RECORDS FOR THE TASK ▸
--------------------

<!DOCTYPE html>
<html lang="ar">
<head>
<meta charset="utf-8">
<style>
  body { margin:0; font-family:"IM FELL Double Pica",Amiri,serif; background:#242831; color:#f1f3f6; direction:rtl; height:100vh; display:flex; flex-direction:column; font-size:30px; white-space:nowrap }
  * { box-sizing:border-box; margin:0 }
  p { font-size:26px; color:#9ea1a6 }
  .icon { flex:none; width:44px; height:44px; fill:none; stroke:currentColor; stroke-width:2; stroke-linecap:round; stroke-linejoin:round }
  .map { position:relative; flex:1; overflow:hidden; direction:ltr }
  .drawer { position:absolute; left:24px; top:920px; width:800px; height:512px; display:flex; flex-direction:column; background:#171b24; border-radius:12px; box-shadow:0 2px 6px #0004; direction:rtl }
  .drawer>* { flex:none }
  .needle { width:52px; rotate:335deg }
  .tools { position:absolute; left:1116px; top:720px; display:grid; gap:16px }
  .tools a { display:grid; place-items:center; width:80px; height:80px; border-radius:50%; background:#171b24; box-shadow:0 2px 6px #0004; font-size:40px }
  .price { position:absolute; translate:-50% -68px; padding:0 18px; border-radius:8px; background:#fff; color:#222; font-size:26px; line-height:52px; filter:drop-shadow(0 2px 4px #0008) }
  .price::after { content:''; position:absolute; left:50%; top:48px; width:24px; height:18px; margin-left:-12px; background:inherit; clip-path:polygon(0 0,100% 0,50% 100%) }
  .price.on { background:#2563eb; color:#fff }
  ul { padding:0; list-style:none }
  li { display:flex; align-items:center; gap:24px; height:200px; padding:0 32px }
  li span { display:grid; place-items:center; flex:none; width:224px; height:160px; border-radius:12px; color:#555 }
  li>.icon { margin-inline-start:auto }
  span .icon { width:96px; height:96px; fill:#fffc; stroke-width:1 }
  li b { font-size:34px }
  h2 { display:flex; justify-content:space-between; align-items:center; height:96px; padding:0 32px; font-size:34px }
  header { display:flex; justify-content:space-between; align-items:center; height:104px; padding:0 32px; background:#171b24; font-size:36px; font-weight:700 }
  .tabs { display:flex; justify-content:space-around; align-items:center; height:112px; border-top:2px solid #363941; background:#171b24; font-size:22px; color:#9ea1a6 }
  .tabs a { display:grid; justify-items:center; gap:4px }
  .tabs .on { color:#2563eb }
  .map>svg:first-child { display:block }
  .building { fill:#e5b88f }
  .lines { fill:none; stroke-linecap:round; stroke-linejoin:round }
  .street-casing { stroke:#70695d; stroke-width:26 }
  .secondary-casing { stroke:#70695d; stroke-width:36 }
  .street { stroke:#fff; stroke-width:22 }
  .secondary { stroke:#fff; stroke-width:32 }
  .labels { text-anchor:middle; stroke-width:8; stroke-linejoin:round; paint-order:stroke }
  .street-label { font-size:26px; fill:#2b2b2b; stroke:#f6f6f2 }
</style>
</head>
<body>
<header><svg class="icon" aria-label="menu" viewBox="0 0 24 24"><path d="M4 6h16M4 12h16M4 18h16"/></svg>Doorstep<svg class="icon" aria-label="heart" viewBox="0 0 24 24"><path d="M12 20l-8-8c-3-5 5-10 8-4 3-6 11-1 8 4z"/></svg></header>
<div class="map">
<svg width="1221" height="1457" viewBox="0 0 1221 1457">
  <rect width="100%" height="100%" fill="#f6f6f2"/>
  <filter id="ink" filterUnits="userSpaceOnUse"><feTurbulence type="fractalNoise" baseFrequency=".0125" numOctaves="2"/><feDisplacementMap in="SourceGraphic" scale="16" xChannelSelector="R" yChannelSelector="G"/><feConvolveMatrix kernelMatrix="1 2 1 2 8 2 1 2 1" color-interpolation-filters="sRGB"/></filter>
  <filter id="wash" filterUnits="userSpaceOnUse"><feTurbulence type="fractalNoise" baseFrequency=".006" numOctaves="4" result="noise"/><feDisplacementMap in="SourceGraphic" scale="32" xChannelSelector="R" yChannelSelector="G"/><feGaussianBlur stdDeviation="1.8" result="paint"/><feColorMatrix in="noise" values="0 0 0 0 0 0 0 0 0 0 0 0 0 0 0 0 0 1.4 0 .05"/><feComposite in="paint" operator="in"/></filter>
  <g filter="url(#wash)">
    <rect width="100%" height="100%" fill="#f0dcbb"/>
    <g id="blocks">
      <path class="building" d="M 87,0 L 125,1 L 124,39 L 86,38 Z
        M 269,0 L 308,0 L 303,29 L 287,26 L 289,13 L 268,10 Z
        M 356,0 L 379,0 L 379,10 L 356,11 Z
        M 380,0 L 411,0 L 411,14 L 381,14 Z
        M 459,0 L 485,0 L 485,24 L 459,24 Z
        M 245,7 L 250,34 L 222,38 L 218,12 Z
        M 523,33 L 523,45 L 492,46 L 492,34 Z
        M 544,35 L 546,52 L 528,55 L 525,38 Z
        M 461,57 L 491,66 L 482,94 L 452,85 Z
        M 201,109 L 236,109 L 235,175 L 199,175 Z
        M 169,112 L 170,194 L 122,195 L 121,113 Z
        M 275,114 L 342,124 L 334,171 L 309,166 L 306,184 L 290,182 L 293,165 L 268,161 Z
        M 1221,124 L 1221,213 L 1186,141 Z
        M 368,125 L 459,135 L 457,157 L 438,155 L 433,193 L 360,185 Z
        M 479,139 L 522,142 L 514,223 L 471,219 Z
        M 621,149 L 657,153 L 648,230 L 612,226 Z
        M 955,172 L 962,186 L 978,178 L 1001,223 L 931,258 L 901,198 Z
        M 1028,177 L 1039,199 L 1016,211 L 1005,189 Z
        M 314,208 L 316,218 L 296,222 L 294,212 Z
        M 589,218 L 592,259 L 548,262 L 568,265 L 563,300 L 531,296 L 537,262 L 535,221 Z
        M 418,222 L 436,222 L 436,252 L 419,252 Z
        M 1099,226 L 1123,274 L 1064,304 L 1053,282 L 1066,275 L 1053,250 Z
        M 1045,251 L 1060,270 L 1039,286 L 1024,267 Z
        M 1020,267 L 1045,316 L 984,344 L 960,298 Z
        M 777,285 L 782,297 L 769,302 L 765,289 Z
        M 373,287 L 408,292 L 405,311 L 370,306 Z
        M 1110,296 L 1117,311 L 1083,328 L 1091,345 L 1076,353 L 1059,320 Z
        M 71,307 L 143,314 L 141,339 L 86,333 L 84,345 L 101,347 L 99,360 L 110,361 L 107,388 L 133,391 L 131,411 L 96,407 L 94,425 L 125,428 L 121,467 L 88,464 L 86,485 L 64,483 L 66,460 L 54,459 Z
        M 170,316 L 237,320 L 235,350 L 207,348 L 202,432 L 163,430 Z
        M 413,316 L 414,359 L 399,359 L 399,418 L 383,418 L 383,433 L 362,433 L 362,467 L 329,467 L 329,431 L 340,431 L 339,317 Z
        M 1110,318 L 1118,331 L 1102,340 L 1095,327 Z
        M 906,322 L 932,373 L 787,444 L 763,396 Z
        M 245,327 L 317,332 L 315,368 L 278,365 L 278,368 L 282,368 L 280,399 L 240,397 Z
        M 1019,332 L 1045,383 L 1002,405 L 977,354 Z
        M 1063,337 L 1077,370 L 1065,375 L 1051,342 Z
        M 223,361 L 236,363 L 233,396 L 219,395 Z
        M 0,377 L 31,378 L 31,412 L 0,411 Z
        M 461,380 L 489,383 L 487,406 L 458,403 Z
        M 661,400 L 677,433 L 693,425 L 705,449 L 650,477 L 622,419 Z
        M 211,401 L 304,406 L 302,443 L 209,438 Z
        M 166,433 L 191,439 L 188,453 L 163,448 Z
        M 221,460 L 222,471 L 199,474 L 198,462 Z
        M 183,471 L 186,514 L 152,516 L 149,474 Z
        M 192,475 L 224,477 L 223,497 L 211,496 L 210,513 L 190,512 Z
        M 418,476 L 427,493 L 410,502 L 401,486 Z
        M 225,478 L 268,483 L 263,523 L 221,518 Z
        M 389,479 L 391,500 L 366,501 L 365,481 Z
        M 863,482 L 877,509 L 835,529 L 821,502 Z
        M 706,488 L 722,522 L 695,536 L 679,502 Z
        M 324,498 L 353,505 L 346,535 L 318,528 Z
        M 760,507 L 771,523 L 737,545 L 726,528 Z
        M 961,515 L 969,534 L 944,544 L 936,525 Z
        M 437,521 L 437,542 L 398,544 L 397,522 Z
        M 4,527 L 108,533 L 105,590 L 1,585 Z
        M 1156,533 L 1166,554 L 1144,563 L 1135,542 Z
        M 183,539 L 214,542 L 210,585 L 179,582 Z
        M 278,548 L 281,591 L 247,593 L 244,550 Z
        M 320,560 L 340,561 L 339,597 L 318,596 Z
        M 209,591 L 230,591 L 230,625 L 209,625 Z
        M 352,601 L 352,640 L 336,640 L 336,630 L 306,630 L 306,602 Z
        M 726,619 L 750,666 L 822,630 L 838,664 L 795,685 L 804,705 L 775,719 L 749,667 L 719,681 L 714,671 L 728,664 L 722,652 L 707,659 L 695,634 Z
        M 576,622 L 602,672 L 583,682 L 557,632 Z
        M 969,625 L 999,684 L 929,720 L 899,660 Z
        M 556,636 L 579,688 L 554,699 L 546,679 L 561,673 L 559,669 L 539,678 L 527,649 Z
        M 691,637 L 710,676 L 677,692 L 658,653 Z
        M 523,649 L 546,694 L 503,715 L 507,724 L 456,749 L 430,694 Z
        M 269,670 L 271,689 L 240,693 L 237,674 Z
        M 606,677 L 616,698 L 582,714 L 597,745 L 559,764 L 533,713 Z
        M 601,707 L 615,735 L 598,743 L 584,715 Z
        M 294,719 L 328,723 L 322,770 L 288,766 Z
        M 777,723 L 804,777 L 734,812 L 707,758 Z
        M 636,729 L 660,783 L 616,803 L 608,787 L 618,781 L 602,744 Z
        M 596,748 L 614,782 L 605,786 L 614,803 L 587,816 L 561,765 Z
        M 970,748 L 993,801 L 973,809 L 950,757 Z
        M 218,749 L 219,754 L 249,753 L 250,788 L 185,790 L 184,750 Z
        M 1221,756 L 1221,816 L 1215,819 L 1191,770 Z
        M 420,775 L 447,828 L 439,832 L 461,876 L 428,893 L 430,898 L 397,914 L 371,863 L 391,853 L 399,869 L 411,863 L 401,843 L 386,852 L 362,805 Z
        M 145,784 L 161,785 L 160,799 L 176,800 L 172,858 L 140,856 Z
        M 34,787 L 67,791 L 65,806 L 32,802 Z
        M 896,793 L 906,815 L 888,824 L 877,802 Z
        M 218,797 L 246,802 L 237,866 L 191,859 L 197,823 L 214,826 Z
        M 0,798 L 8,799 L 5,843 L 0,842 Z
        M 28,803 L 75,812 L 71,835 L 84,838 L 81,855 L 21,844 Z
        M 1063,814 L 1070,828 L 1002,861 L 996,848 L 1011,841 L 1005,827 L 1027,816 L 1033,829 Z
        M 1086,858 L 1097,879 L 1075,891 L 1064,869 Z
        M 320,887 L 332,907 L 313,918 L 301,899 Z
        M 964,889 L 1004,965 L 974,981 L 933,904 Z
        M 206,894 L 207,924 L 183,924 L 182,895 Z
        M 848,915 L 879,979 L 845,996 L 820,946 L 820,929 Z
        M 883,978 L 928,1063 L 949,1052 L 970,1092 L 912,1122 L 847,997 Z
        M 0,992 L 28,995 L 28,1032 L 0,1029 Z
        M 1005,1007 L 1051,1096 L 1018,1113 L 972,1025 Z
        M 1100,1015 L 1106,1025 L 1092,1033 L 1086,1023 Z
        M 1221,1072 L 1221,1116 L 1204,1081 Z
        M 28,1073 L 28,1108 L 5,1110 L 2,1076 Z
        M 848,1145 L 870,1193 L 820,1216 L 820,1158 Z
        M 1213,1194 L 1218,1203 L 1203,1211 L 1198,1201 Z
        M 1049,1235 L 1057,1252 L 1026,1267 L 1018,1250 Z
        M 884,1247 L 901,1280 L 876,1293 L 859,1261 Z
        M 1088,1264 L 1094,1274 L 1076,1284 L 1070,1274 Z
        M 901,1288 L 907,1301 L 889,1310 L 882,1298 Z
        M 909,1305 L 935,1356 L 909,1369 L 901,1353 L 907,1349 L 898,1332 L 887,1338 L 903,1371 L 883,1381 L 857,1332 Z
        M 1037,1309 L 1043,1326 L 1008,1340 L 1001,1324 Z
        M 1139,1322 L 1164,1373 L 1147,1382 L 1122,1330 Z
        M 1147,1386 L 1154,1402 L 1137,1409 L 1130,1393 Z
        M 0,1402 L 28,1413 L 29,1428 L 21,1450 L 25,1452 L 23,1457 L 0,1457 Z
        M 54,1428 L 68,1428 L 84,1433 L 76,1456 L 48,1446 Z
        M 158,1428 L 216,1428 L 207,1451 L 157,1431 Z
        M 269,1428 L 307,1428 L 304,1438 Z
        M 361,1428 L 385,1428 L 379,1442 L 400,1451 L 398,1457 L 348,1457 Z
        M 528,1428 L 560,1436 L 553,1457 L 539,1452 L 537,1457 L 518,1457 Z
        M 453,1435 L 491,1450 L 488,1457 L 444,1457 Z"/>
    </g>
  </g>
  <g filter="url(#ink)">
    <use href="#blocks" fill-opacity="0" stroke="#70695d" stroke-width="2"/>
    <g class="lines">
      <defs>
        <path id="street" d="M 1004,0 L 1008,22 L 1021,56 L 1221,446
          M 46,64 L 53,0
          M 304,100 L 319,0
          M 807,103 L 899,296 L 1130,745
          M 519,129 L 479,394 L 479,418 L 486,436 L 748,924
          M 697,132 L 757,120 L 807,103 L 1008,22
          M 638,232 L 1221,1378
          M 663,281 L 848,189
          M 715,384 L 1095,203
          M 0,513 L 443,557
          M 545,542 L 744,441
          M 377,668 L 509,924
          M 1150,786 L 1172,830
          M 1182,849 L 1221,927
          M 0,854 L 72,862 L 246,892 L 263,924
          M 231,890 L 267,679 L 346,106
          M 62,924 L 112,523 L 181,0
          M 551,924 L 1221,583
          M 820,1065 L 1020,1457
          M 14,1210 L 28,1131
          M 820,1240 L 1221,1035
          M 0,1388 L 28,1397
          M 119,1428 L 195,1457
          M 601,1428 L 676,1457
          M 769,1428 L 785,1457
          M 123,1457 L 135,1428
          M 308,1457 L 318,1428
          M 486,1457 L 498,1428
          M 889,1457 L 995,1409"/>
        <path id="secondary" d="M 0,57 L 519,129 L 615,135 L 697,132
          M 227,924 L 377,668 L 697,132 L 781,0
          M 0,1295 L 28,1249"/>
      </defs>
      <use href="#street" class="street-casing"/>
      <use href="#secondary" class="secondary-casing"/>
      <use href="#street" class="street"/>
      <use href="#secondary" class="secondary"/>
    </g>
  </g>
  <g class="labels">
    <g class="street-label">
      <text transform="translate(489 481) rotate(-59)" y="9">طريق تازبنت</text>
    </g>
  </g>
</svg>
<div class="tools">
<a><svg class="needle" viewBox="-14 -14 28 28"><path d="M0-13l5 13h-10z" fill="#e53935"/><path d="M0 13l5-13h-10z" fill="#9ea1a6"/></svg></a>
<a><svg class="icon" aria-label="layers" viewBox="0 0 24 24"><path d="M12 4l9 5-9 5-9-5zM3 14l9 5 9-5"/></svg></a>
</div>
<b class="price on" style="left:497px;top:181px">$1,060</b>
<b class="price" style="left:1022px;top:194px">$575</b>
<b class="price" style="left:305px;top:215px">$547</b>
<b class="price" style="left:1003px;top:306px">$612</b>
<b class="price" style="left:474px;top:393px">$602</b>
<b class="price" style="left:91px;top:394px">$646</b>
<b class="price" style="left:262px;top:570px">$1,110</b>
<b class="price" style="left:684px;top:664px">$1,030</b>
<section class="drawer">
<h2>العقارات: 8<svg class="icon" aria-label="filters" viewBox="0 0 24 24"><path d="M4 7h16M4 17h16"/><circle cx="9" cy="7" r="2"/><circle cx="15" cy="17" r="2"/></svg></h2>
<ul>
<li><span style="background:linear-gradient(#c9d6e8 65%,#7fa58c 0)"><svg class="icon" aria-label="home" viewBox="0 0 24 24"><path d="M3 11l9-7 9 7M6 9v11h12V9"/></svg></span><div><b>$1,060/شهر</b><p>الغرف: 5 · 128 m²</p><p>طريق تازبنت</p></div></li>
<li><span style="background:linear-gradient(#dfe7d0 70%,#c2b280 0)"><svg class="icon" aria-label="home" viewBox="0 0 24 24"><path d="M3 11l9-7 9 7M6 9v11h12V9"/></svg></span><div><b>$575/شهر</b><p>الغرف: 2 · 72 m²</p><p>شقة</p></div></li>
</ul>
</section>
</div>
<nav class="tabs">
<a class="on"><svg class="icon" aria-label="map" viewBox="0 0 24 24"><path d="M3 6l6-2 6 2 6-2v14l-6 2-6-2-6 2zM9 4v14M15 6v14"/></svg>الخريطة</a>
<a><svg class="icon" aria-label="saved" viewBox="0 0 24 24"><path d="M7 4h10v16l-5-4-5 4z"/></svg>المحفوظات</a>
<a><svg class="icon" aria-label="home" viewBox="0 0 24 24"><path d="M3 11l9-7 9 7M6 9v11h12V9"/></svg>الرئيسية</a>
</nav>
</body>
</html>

--------------------

TASK PROMPT ▸
Lines with "scale": copy every one of them from the listing above.

WRITTEN REPLY ▸
  <filter id="ink" filterUnits="userSpaceOnUse"><feTurbulence type="fractalNoise" baseFrequency=".0125" numOctaves="2"/><feDisplacementMap in="SourceGraphic" scale="16" xChannelSelector="R" yChannelSelector="G"/><feConvolveMatrix kernelMatrix="1 2 1 2 8 2 1 2 1" color-interpolation-filters="sRGB"/></filter>
  <filter id="wash" filterUnits="userSpaceOnUse"><feTurbulence type="fractalNoise" baseFrequency=".006" numOctaves="4" result="noise"/><feDisplacementMap in="SourceGraphic" scale="32" xChannelSelector="R" yChannelSelector="G"/><feGaussianBlur stdDeviation="1.8" result="paint"/><feColorMatrix in="noise" values="0 0 0 0 0 0 0 0 0 0 0 0 0 0 0 0 0 1.4 0 .05"/><feComposite in="paint" operator="in"/></filter>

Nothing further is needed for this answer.